Aleppo Pine

Aleppo Pine

The Aleppo Pine (Pinus halepensis) is a pine native to the Mediterranean region. The range extends from Morocco and Spain north to southern France, Italy and Croatia, and east to Greece and northern Libya, with an outlying population (from which it was first described) in Syria (including Aleppo), Jordan and Israel. It is generally found at low altitudes, mostly from sea level to 200 m, but can grow at an altitude of up to 1000 m in southern Spain, and up to 1700 m in the south, in Morocco and Algeria.

It is a small to medium-size tree, reaching 15-25 m tall and with a trunk diameter of up to 60 cm, exceptionally up to 1 m. The bark is orange-red, thick and deeply fissured at the base of the trunk, and thin and flaky in the upper crown. The leaves ("needles") are very slender, 6-12 cm long, distinctly yellowish green and produced in pairs (rarely a few in threes). The cones are narrow conic, 5-12 cm long and 2-3 cm broad at the base when closed, green at first, ripening glossy red-brown when 24 months old. They open slowly over the next few years, a process quickened if they are exposed to heat such as in forest fires. The cones open 5-8 cm wide to allow the seeds to disperse. The seeds are 5-6 mm long, with a 20 mm wing, and are wind-dispersed.

Aleppo Pine is closely related to the Turkish Pine, Canary Island Pine and Maritime Pine which all share many of its characteristics. Some authors include the Turkish Pine as a subspecies of the Aleppo Pine, as Pinus halepensis subsp. brutia (Ten.) Holmboe, but it is usually regarded as a distinct species. It is a relatively non-variable species, with its morphological characteristics staying constant over the entire range.

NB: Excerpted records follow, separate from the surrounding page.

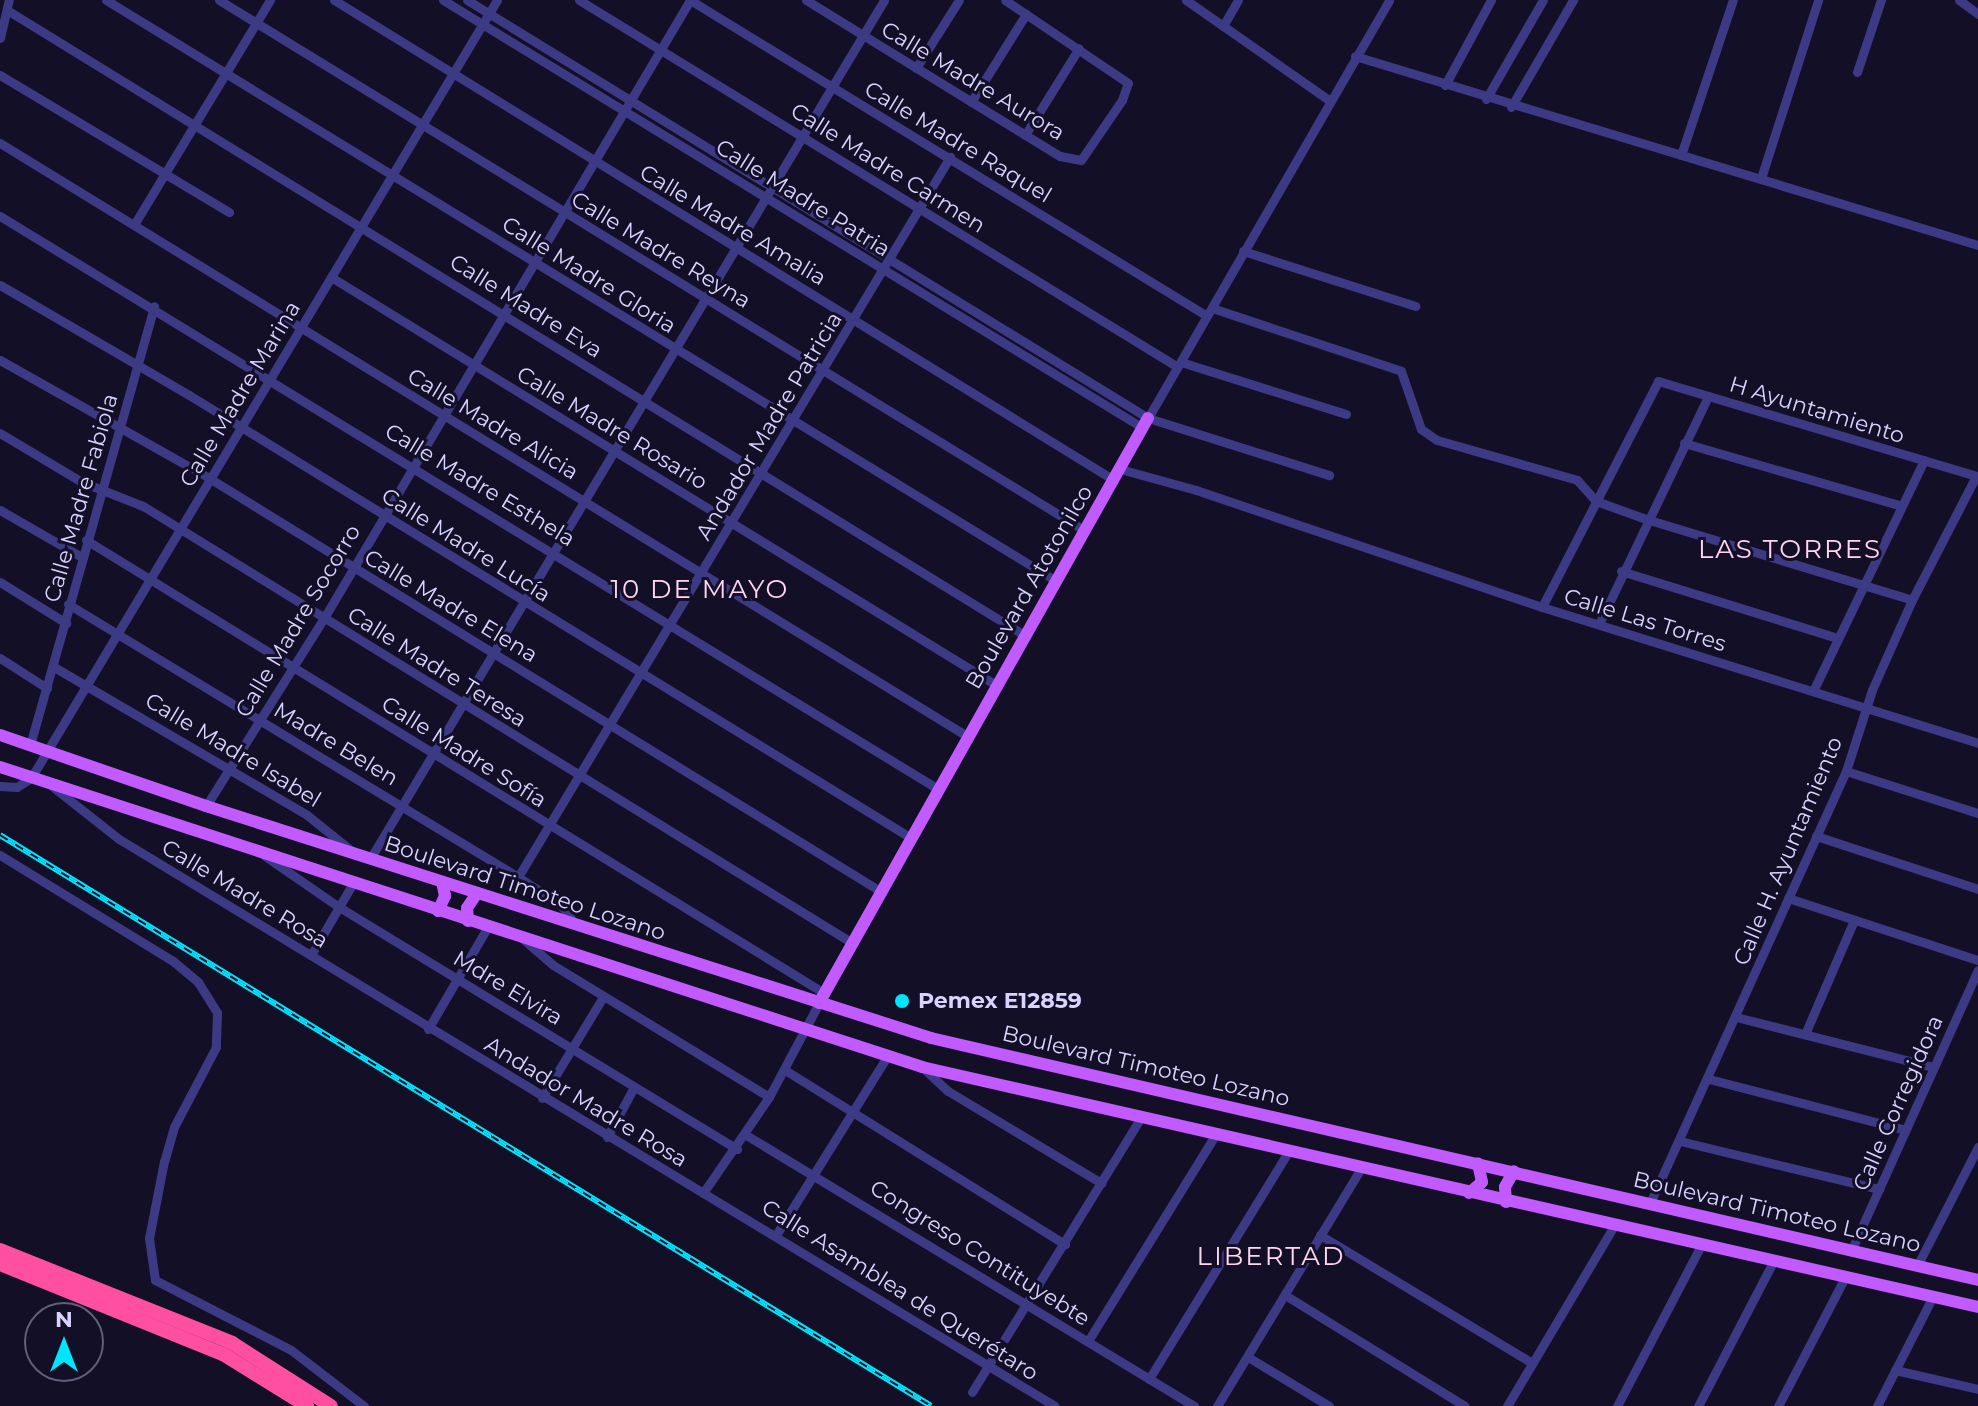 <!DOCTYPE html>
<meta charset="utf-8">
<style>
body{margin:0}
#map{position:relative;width:1978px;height:1406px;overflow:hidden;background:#130f26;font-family:Montserrat,sans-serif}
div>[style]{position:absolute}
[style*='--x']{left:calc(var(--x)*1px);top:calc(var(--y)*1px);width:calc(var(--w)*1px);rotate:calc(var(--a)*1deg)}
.minor>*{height:9px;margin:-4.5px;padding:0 4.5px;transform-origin:4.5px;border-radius:4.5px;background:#3d3a85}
.major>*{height:12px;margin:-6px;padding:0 6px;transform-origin:6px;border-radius:6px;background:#c25bff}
.highway>*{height:14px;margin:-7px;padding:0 7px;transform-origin:7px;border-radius:7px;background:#ff4fa3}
.rail>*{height:6px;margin-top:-3px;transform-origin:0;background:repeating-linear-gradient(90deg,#130f26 0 9px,#00e5ff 0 18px);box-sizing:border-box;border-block:2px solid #00e5ff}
.dots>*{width:22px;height:22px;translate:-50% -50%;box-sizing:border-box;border:4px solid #130f26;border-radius:50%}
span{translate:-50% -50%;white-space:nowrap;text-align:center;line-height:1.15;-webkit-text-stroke:6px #130f26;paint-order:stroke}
.street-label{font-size:22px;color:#d9d4ff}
.poi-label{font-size:22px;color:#d9d4ff;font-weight:700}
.left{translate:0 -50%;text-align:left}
.quarter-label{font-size:26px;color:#ffd6f0;letter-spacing:2px}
.north{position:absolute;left:24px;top:1302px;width:80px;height:80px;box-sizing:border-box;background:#130f26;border:2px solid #625e7d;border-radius:50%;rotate:0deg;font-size:22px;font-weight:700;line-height:32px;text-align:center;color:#d9d4ff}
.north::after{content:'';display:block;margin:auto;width:28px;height:36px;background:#00e5ff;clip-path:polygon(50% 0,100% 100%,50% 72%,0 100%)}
</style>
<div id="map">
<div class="minor">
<div style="--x:106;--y:0;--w:1110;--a:31.44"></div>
<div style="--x:219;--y:0;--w:1014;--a:31.5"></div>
<div style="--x:334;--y:0;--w:916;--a:31.61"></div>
<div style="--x:443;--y:0;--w:820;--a:31.44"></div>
<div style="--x:467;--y:0;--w:799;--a:31.54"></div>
<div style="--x:1148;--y:418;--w:190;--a:17.5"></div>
<div style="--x:579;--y:0;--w:702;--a:31.5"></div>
<div style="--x:690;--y:0;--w:606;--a:31.43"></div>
<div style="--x:806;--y:0;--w:298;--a:31.6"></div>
<div style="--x:1060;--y:156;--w:21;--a:11"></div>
<div style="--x:1081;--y:160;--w:73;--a:-55.7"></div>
<div style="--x:1122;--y:100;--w:18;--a:-71"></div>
<div style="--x:1128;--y:83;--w:148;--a:-146"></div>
<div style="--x:1186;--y:0;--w:176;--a:35"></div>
<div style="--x:1959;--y:0;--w:24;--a:36"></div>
<div style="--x:7;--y:10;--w:1194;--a:31.57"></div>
<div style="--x:1223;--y:26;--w:30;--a:-60"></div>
<div style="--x:0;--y:38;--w:39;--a:-77"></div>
<div style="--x:1355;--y:56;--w:651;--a:16.88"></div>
<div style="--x:916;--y:68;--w:80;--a:-57.7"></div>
<div style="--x:1857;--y:72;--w:76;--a:-71.6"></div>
<div style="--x:0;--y:75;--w:267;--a:30.9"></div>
<div style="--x:1445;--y:85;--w:97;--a:-61.6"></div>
<div style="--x:1486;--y:99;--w:114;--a:-60.1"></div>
<div style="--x:971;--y:102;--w:104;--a:-58"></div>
<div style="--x:1511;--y:107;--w:124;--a:-59.9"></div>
<div style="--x:1025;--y:135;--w:102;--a:-58.2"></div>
<div style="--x:0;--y:143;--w:1134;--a:31.52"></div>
<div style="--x:1681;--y:155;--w:163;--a:-71.5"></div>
<div style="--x:1761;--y:178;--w:187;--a:-72.2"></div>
<div style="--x:0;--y:216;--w:1099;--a:31.42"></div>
<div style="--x:135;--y:223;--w:261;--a:-58.8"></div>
<div style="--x:1243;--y:251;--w:181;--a:17.7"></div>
<div style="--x:331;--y:277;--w:780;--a:31.53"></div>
<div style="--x:0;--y:285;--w:219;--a:30.2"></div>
<div style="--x:189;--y:395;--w:847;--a:31.53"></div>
<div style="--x:1212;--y:308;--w:199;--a:18.4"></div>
<div style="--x:1401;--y:371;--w:61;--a:71"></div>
<div style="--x:1421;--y:429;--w:19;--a:35"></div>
<div style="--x:1437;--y:440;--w:146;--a:15.9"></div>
<div style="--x:1577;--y:480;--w:28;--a:48"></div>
<div style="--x:1596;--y:501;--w:53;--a:19.8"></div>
<div style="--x:1646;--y:519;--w:278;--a:16.9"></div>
<div style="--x:0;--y:360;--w:240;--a:29.4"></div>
<div style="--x:209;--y:478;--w:788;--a:31.61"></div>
<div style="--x:1181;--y:362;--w:173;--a:17.5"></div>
<div style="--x:1148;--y:418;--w:482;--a:-60"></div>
<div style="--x:0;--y:433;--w:96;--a:30.9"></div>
<div style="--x:82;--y:482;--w:66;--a:21.5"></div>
<div style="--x:143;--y:506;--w:831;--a:31.63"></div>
<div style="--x:1684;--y:443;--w:224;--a:16.1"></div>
<div style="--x:1120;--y:469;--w:79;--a:15.4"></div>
<div style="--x:1196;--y:490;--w:365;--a:18.7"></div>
<div style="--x:1542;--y:607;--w:457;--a:17.3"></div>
<div style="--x:0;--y:510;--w:92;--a:29.9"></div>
<div style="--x:86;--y:540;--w:866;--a:31.54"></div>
<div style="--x:1621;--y:571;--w:227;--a:17.2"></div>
<div style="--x:0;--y:582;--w:78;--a:31.8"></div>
<div style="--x:68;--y:604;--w:526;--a:31.24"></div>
<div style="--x:518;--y:877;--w:50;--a:32.7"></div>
<div style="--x:560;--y:904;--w:26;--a:53"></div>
<div style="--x:1542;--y:607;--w:254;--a:-62.8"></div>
<div style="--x:1658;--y:381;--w:332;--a:16.6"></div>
<div style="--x:1976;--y:476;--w:140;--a:117.3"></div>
<div style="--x:1912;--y:600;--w:98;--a:114"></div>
<div style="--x:1872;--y:690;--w:85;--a:107.8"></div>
<div style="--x:1846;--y:771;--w:474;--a:114.4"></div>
<div style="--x:1599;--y:624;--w:253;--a:-64.4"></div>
<div style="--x:0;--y:658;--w:56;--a:32.6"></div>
<div style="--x:54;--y:667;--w:293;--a:30.3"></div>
<div style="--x:307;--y:815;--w:59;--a:38.8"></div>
<div style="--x:1813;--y:691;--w:256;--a:-64.3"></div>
<div style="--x:30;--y:745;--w:456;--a:-74.2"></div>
<div style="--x:1846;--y:771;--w:139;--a:17.7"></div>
<div style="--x:48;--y:783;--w:90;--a:38.3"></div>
<div style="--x:119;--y:839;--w:1094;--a:31.21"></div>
<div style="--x:0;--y:786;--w:17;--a:3"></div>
<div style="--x:17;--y:787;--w:17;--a:-33"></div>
<div style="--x:31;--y:778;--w:907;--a:-59.08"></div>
<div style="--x:206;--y:806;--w:222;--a:-57.9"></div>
<div style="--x:324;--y:618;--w:718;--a:-59.36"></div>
<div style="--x:1816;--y:836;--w:170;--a:18.1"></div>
<div style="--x:0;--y:855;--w:203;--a:31.5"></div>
<div style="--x:173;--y:961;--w:33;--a:40"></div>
<div style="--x:198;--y:982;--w:36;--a:58"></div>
<div style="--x:217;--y:1013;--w:34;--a:92"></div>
<div style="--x:216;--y:1047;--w:90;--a:117.7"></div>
<div style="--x:174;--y:1127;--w:35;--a:106"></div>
<div style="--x:164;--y:1161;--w:78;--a:101"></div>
<div style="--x:149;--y:1238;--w:42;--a:81.9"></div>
<div style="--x:155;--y:1280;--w:153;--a:27.2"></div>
<div style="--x:291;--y:1350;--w:92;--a:37.5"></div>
<div style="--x:265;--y:856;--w:90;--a:34.6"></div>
<div style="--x:339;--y:907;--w:466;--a:31.3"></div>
<div style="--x:370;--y:859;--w:1001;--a:-59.1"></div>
<div style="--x:518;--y:877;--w:840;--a:-59.04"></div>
<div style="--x:1788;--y:898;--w:200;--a:18.1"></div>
<div style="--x:522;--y:938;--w:41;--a:41.1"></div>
<div style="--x:553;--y:965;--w:253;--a:31.4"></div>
<div style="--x:311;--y:955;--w:83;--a:-59.7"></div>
<div style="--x:1736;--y:1017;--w:203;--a:14.2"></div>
<div style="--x:428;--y:1029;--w:117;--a:-59.7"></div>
<div style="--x:1805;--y:1034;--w:124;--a:-66.7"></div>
<div style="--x:922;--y:1067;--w:35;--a:43"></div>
<div style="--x:948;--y:1091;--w:179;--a:31"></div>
<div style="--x:785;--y:1070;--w:330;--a:31.9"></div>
<div style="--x:1709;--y:1079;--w:203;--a:14.5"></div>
<div style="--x:542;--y:1098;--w:118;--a:-58.9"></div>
<div style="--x:746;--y:1135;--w:524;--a:31.17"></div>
<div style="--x:607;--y:1137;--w:57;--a:-61.6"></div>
<div style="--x:1680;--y:1141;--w:205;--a:13.6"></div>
<div style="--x:703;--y:1193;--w:116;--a:-55.5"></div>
<div style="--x:769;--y:1097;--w:106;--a:-62"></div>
<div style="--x:776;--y:1235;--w:210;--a:-58.1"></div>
<div style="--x:1320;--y:1235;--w:248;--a:31.1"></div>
<div style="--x:1851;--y:1251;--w:308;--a:-65.7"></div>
<div style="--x:1917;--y:1266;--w:134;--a:-62.9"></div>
<div style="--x:1285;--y:1295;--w:211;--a:31.7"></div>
<div style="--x:1088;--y:1341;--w:242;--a:-58.3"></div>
<div style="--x:1248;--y:1357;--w:95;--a:31.2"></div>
<div style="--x:1895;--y:1370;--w:85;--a:12.9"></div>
<div style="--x:1149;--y:1379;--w:266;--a:-58.5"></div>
<div style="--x:972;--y:1392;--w:323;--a:-58.4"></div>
<div style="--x:1217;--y:1406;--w:278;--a:-58.8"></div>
<div style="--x:1507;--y:1406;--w:209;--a:-59.3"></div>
<div style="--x:1617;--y:1406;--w:182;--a:-62.4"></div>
<div style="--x:1698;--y:1406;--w:162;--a:-62.5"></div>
<div style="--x:1778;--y:1406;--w:143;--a:-62.5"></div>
<div style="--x:1877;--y:1406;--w:121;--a:-63"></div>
</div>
<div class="major">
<div style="--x:0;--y:735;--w:218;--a:19"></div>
<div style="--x:206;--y:806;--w:761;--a:17.74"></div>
<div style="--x:931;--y:1038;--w:1075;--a:13.01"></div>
<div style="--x:0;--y:767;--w:970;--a:18.02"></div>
<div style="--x:922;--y:1067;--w:1083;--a:12.8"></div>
<div style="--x:438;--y:911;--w:17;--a:-65"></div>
<div style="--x:445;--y:896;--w:14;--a:-102"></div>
<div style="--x:468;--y:921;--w:13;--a:-94"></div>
<div style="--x:467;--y:908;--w:18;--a:-56"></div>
<div style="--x:819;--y:1003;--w:671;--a:-60.65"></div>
<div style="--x:1469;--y:1193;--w:17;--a:-40"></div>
<div style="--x:1482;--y:1182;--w:19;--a:-102"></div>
<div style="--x:1506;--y:1202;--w:15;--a:-94"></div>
<div style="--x:1505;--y:1187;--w:18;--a:-61"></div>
</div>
<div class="highway">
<div style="--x:0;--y:1250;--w:250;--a:21.8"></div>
<div style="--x:232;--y:1343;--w:117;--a:32.5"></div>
<div style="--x:0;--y:1264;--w:240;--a:22"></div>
<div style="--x:223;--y:1354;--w:99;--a:31.8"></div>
</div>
<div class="rail">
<div style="--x:0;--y:835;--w:1092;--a:31.52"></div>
</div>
<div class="dots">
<div style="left:902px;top:1001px;background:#00e5ff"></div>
</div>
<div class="street-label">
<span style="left:973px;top:81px;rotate:31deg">Calle Madre Aurora</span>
<span style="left:958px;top:142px;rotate:31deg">Calle Madre Raquel</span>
<span style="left:888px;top:168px;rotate:32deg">Calle Madre Carmen</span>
<span style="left:803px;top:198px;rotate:32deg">Calle Madre Patria</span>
<span style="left:733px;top:225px;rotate:31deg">Calle Madre Amalia</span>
<span style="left:661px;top:250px;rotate:31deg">Calle Madre Reyna</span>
<span style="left:589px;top:275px;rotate:32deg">Calle Madre Gloria</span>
<span style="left:526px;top:306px;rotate:32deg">Calle Madre Eva</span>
<span style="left:240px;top:394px;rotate:-59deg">Calle Madre Marina</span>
<span style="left:1817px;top:410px;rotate:17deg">H Ayuntamiento</span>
<span style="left:493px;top:424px;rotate:31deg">Calle Madre Alicia</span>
<span style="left:769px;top:426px;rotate:-59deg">Andador Madre Patricia</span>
<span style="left:612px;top:428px;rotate:31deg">Calle Madre Rosario</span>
<span style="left:480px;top:485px;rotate:31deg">Calle Madre Esthela</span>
<span style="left:81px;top:498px;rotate:-74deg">Calle Madre Fabiola</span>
<span style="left:466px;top:545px;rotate:32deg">Calle Madre Lucía</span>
<span style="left:1029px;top:587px;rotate:-60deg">Boulevard Atotonilco</span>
<span style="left:451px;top:606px;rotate:31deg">Calle Madre Elena</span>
<span style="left:1645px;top:620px;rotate:17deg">Calle Las Torres</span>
<span style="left:298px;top:621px;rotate:-59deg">Calle Madre Socorro</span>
<span style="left:437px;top:667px;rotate:32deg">Calle Madre Teresa</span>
<span style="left:336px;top:744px;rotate:31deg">Madre Belen</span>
<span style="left:233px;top:750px;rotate:31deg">Calle Madre Isabel</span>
<span style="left:464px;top:752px;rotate:32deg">Calle Madre Sofía</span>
<span style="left:1788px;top:851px;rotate:-67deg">Calle H. Ayuntamiento</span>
<span style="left:525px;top:888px;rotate:18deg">Boulevard Timoteo Lozano</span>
<span style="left:245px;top:894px;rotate:31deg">Calle Madre Rosa</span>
<span style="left:508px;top:988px;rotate:31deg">Mdre Elvira</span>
<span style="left:1146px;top:1066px;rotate:13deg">Boulevard Timoteo Lozano</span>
<span style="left:586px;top:1102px;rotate:31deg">Andador Madre Rosa</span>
<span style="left:1898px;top:1103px;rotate:-66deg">Calle Corregidora</span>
<span style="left:1777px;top:1212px;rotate:13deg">Boulevard Timoteo Lozano</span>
<span style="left:980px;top:1253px;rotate:32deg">Congreso Contituyebte</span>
<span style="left:900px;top:1290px;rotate:32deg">Calle Asamblea de Querétaro</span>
</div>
<div class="poi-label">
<span class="left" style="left:918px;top:1001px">Pemex E12859</span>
</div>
<div class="quarter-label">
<span style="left:1790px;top:550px">LAS TORRES</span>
<span style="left:700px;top:590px">10 DE MAYO</span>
<span style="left:1271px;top:1257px">LIBERTAD</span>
</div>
<div class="north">N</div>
</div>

It is widely planted for timber in its native area, being one of the most important trees in forestry in Algeria and Morocco. It is also a popular ornamental tree, extensively planted in parks and gardens in hot dry areas such as southern California, where its considerable heat and drought tolerance is highly valued. However, the tree is also considered a feral weed on South Australia's Eyre Peninsula, where an eradication program is in place.

The resin of the Aleppo Pine is used to flavor the Greek wine retsina.

In art

Paul Cézanne had an Aleppo Pine in his garden at Aix-en-Provence; this tree was the inspiration and model for his painting, The Big Trees. As of 2005, the tree is still growing in Cézanne's garden.